> **Exercise brief**
Repeat the entries word for word. Leave nothing out.

> **Task inputs**
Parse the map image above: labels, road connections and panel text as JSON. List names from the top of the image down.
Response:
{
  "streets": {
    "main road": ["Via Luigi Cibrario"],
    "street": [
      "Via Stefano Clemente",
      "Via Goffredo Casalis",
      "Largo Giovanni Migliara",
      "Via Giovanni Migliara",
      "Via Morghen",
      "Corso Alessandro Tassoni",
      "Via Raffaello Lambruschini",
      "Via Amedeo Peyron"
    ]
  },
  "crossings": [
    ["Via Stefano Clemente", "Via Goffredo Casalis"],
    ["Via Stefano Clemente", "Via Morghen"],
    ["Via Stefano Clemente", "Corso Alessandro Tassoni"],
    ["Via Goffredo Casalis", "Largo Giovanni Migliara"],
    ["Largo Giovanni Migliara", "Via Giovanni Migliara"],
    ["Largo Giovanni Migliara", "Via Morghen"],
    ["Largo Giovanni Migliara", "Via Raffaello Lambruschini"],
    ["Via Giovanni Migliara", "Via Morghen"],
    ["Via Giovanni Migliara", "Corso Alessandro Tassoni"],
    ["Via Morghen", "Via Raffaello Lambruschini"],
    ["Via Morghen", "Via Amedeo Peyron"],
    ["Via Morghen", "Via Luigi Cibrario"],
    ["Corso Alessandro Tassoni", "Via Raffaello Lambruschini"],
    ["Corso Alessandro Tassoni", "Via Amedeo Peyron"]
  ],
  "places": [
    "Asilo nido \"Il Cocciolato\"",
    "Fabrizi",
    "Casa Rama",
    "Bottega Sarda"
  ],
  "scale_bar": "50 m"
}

> **Solution to this exercise**
Parse the map image above: labels, road connections and panel text as JSON. List names from the top of the image down.
Response:
{
  "streets": {
    "main road": ["Via Luigi Cibrario"],
    "street": [
      "Via Stefano Clemente",
      "Via Goffredo Casalis",
      "Largo Giovanni Migliara",
      "Via Giovanni Migliara",
      "Via Morghen",
      "Corso Alessandro Tassoni",
      "Via Raffaello Lambruschini",
      "Via Amedeo Peyron"
    ]
  },
  "crossings": [
    ["Via Stefano Clemente", "Via Goffredo Casalis"],
    ["Via Stefano Clemente", "Via Morghen"],
    ["Via Stefano Clemente", "Corso Alessandro Tassoni"],
    ["Via Goffredo Casalis", "Largo Giovanni Migliara"],
    ["Largo Giovanni Migliara", "Via Giovanni Migliara"],
    ["Largo Giovanni Migliara", "Via Morghen"],
    ["Largo Giovanni Migliara", "Via Raffaello Lambruschini"],
    ["Via Giovanni Migliara", "Via Morghen"],
    ["Via Giovanni Migliara", "Corso Alessandro Tassoni"],
    ["Via Morghen", "Via Raffaello Lambruschini"],
    ["Via Morghen", "Via Amedeo Peyron"],
    ["Via Morghen", "Via Luigi Cibrario"],
    ["Corso Alessandro Tassoni", "Via Raffaello Lambruschini"],
    ["Corso Alessandro Tassoni", "Via Amedeo Peyron"]
  ],
  "places": [
    "Asilo nido \"Il Cocciolato\"",
    "Fabrizi",
    "Casa Rama",
    "Bottega Sarda"
  ],
  "scale_bar": "50 m"
}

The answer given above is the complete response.